Alvin le Faiseur

Ouais bon, je n'en suis pas vraiment là, n'étant que le second fils d'un troisième fils (et non le septième d'un septième, comme Alvin). Ça me permet juste de mettre un titre qui fait référence à des bouquins que j'ai bien aimés dans le passé, ce titre ayant quand même un (léger) rapport avec ma prose à venir : j'ai commandé, et reçu, une imprimante 3D. Je ne me prends pas encore pour un faiseur (maker, en anglais; on devrait plutôt dire facteur, je crois), loin s'en faut. Mais je ne peux m'empêcher d'éprouver une forme d'auto-satisfaction.

L'imprimante, déjà, il faut la monter. Elle arrive sous une forme semi-assemblée. Les différents articles lus ici et là indiquent entre 20 et 30 minutes de montage, cela m'a pris une bonne heure. À ma décharge, la notice de montage est certes détaillée, mais les schémas en perspective ne permettent pas toujours d'appréhender du premier coup d'oeil ce qu'il faut faire. Ni du second.

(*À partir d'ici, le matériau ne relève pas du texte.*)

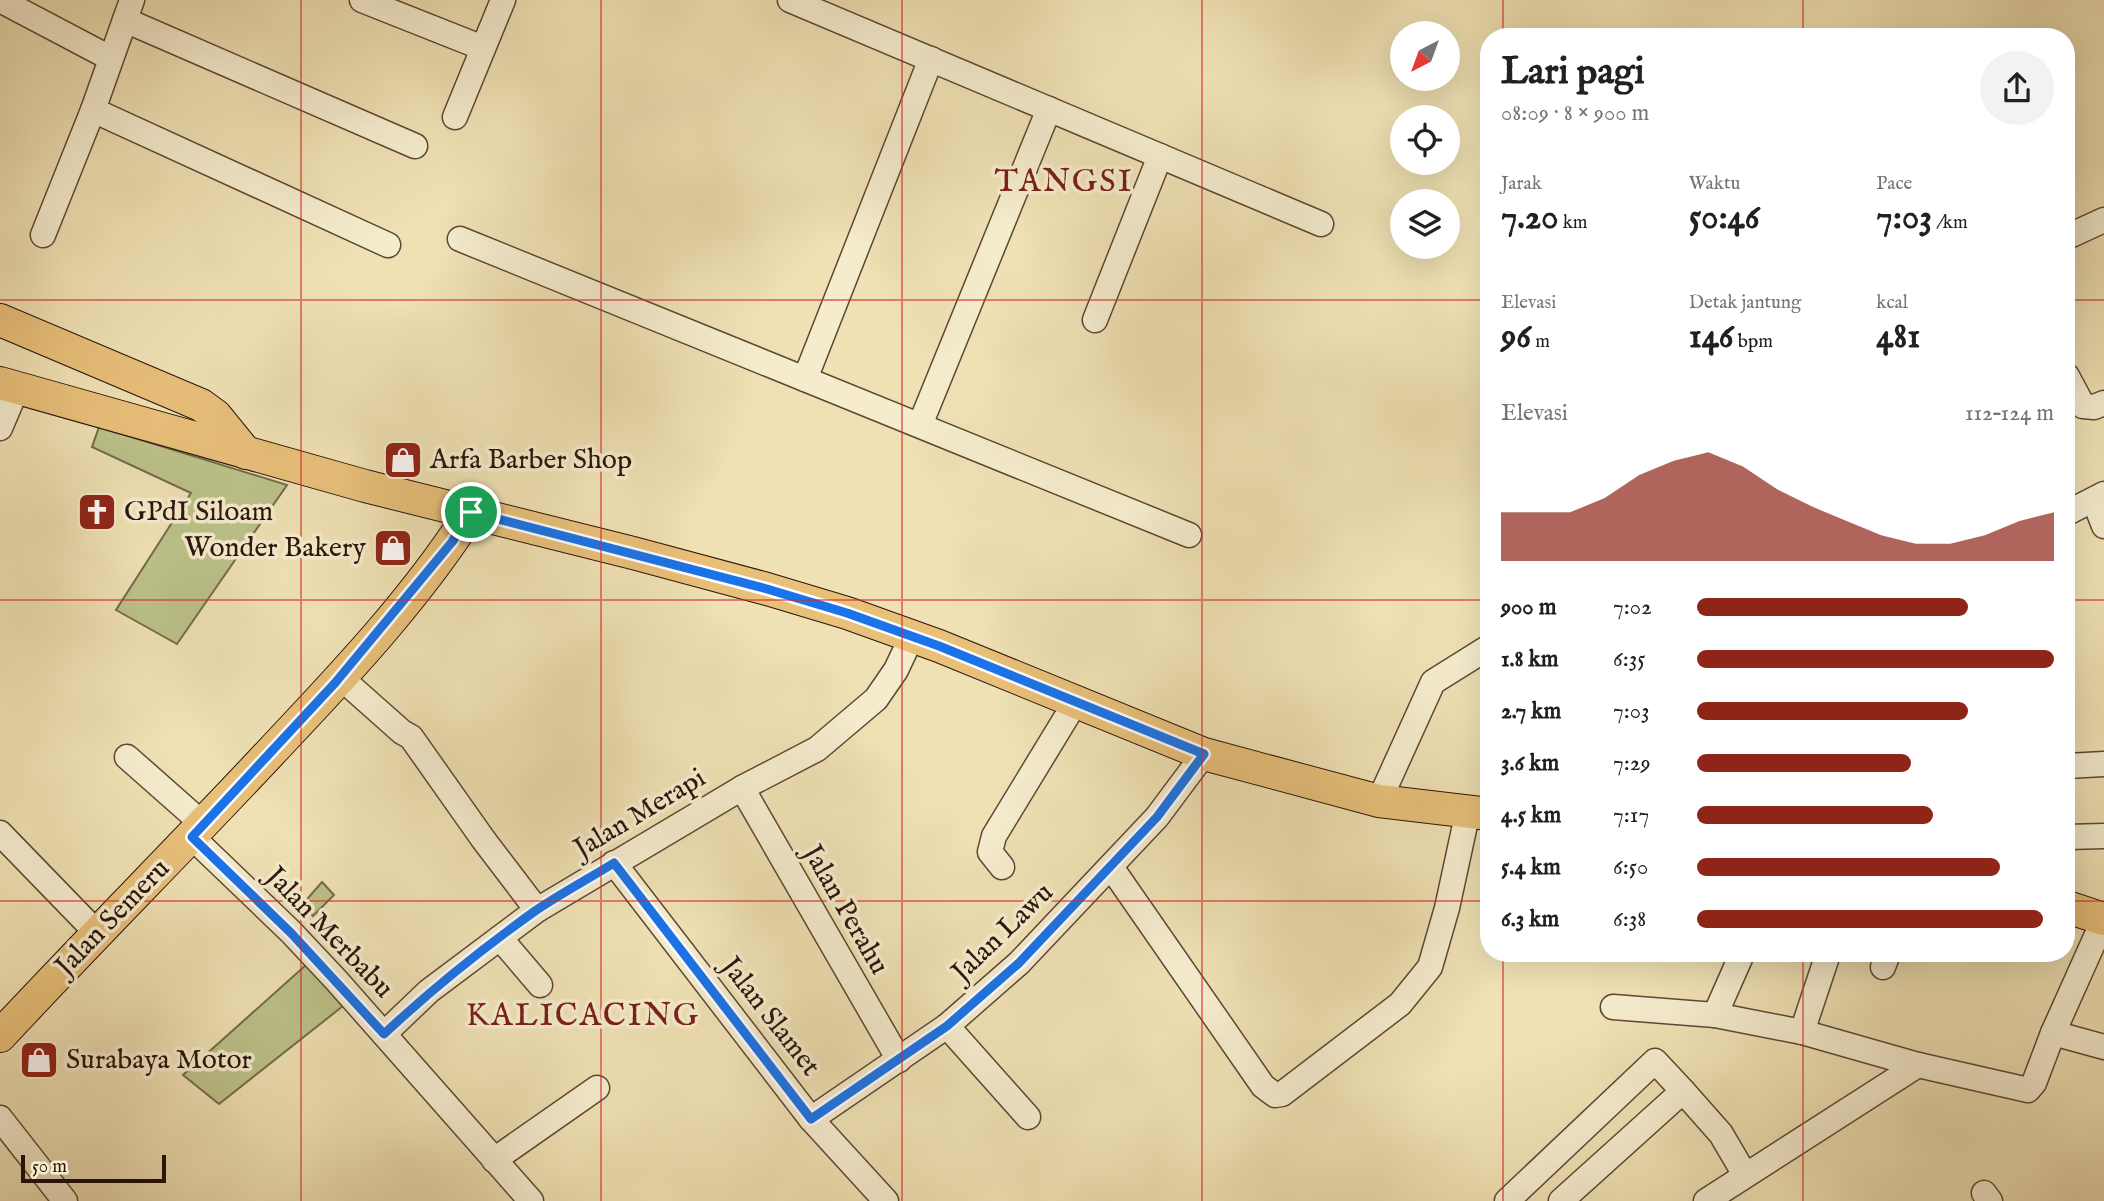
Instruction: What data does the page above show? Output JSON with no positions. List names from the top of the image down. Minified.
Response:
{"streets":{"main road":["Jalan Semeru"],"street":["Jalan Merapi","Jalan Perahu","Jalan Merbabu","Jalan Lawu","Jalan Slamet"]},"crossings":[["Jalan Merapi","Jalan Perahu"],["Jalan Merapi","Jalan Merbabu"],["Jalan Merapi","Jalan Slamet"],["Jalan Perahu","Jalan Lawu"],["Jalan Semeru","Jalan Merbabu"],["Jalan Lawu","Jalan Slamet"]],"districts":["TANGSI","KALICACING"],"places":{"shop":["Arfa Barber Shop","Wonder Bakery","Surabaya Motor"],"church":["GPdI Siloam"]},"scale_bar":"50 m","north":"bottom left","page":{"heading":["Lari pagi","08:09 · 8 × 900 m"],"stats":[["Jarak","7.20 km"],["Waktu","50:46"],["Pace","7:03 /km"],["Elevasi","96 m"],["Detak jantung","146 bpm"],["kcal","481"]],"chart":["Elevasi","112–124 m"],"list":[{"name":"900 m","note":"7:02"},{"name":"1.8 km","note":"6:35"},{"name":"2.7 km","note":"7:03"},{"name":"3.6 km","note":"7:29"},{"name":"4.5 km","note":"7:17"},{"name":"5.4 km","note":"6:50"},{"name":"6.3 km","note":"6:38"}],"scale":"50 m"}}
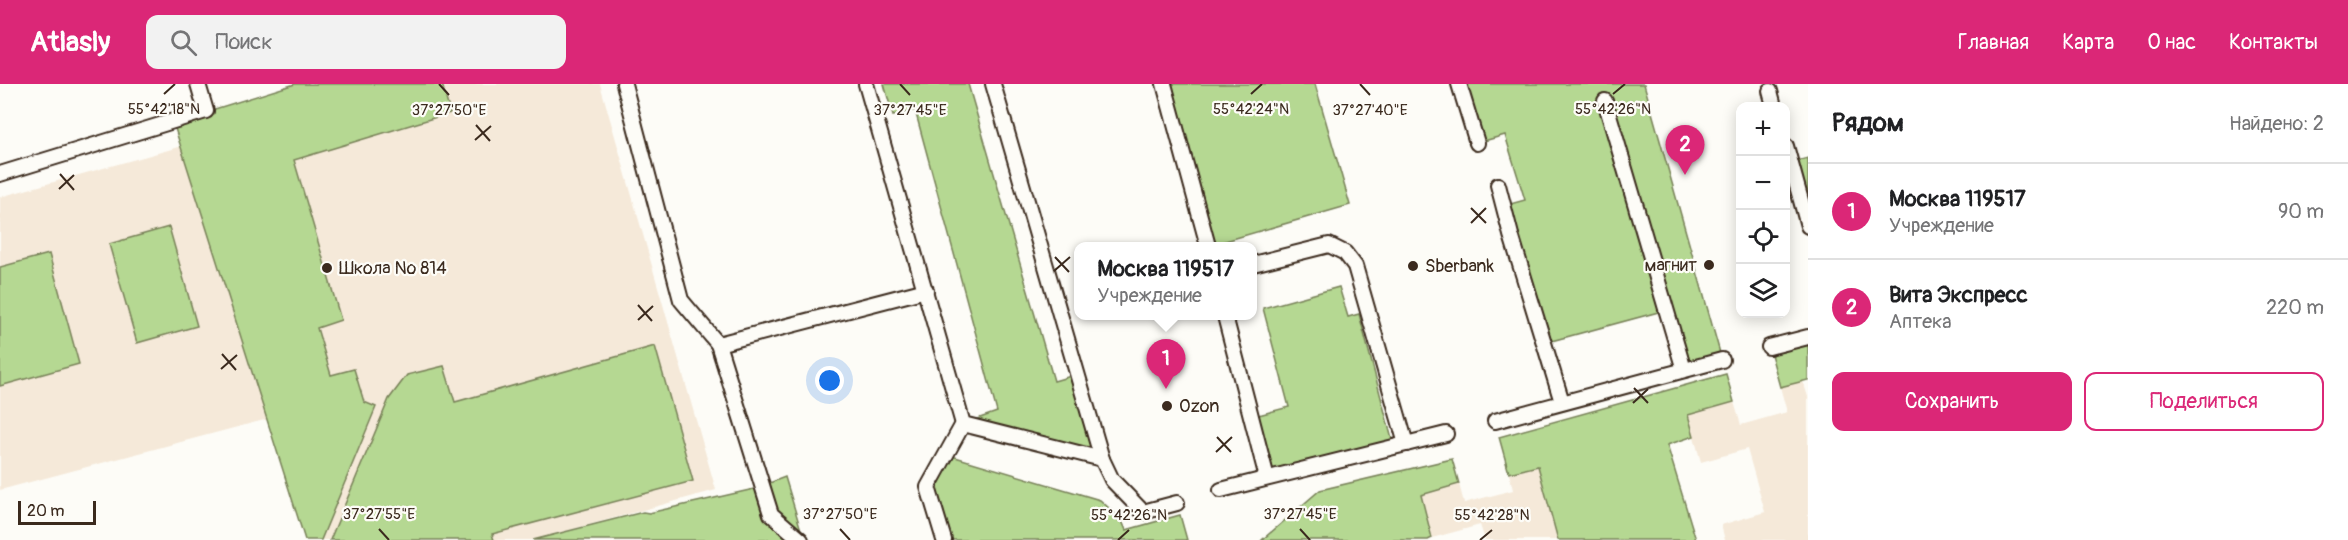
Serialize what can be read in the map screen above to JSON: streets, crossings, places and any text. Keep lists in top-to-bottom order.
{
  "places": [
    "магнит",
    "Sberbank",
    "Школа № 814",
    "Ozon"
  ],
  "scale_bar": "20 m",
  "page": {
    "header": "Atlasly",
    "search": "Поиск",
    "nav": [
      "Главная",
      "Карта",
      "О нас",
      "Контакты"
    ],
    "heading": ["Рядом", "Найдено: 2"],
    "map_buttons": ["+", "−"],
    "pins": ["2", "1"],
    "list": [
      {
        "mark": "1",
        "name": "Москва 119517",
        "note": "Учреждение",
        "value": "90 m"
      },
      {
        "mark": "2",
        "name": "Вита Экспресс",
        "note": "Аптека",
        "value": "220 m"
      }
    ],
    "popup": ["Москва 119517", "Учреждение"],
    "buttons": ["Сохранить", "Поделиться"],
    "scale": "20 m"
  },
  "coordinates": [
    "55°42'18\"N",
    "55°42'24\"N",
    "55°42'26\"N",
    "37°27'50\"E",
    "37°27'45\"E",
    "37°27'40\"E",
    "37°27'55\"E",
    "55°42'28\"N"
  ]
}
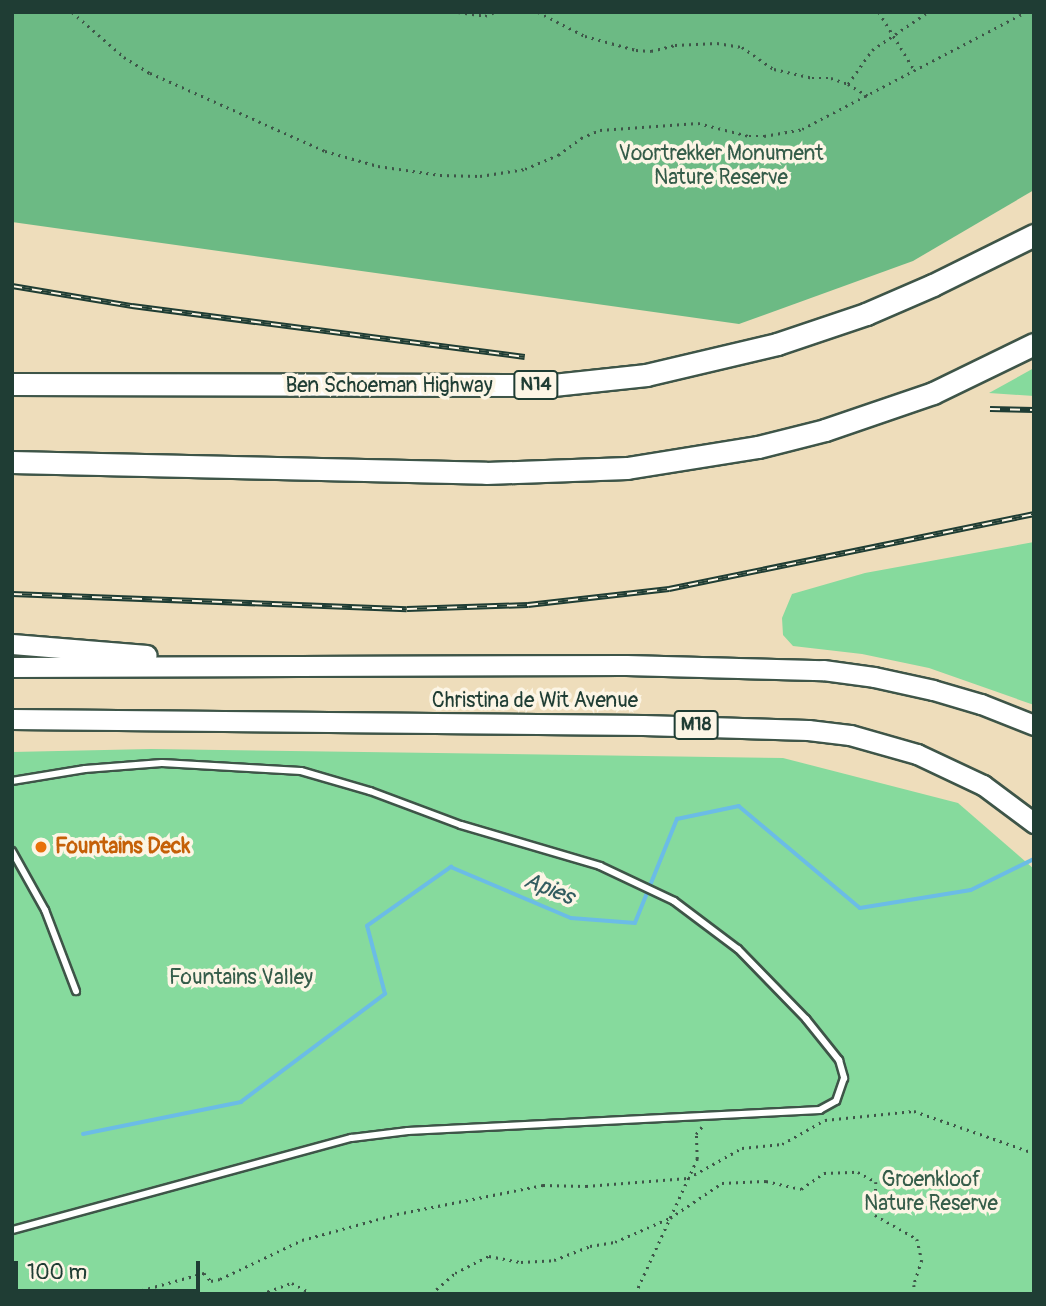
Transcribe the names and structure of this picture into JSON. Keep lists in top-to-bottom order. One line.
{"streets":{"highway":["N14","Ben Schoeman Highway"],"main road":["Christina de Wit Avenue","M18"]},"water":["Apies"],"parks":["Voortrekker Monument Nature Reserve","Fountains Valley","Groenkloof Nature Reserve"],"places":["Fountains Deck"],"scale_bar":"100 m"}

Par contre, après s'être trompé, là, on comprend.

Bref, après le montage, ce furent les premiers tests. Chercher sur Internet (ce ne sont pas les sites qui manquent), télécharger, lancer... Bonheur, ça marche. Mais ça ne suffit pas : récupérer le modèle conçu par un tiers est intéressant s'il correspond exactement à un besoin (par exemple le purgeur de dentifrice, là, oui. Je n'ai jamais trouvé ça nulle part, peut-être faute d'avoir cherché aux bons endroits. Mais maintenant, c'est fait).

Purgeur de dentifrice

Pour faire des pièces non-autonomes, qui vont s'intégrer dans un existant, typiquement pour remplacer une pièce cassée, il faut que l'élément fabriqué soit aux bonnes dimensions. Donc, il est nécessaire de calibrer l'imprimante, pour que 1 mm sur le modèle fasse bien 1 mm sur la pièce. J'ai un peu galéré, mais avec des pièces de calibrage et un pied à coulisse, j'y suis arrivé. 10 mm sur le modèle font 10 mm sur la pièce, à 1% près (je suis tolérant). L'une des pièces de calibrage devrait plaire à ma petite-fille.

Chat de calibrage

Restait à passer à un truc sérieux : réparer un objet en fabriquant une pièce cassée. Et, tant qu'à y être, un bidule compliqué. Comme un engrenage cônique. Parce que je le vaux bien.

La pièce en question vient d'une boîte à musique, 25 ans en arrière. J'ai gardé le jouet, non que je pensais qu'un jour des imprimantes 3D me permettraient de le réparer, mais parce que même sans sa partie animée, il restait sympa et la boîte à musique en elle-même continuait à fonctionner. Il y a un mois, en sortant des placards ce qu'il fallait pour occuper ma petite-fille, je suis tombé sur ce jouet dysfonctionnel. Je l'ai ouvert, j'ai identifié ce qui était cassé, et me suis dit que ce serait bête de ne pas réparer le biniou.

Dont acte. OpenScad, divers tutoriaux, des sites de modèles pour OpenScad[1], Wikipédia pour savoir exactement ce qu'est un engrenage cônique, des sites de mécanique pour piger les paramètres, les termes utilisés, etc... Quelques essais (bien ratés pour certains), deux mini-prototypes partiels... Et depuis trois heures, la boîte à musique est de nouveau animée.

À gauche, la pièce originelle dont le tube de liaison est cassé en deux. Au milieu, deux essais partiels pour vérifier si mes cotes étaient bonnes. Et à droite, le résultat final.

Engrenage cônique

Pas mécontent de ma journée.

Note

[1] Je n'ai pas fait le modèle de l'engrenage, juste trouvé ce qu'il faut et mesuré/calculé les paramètres.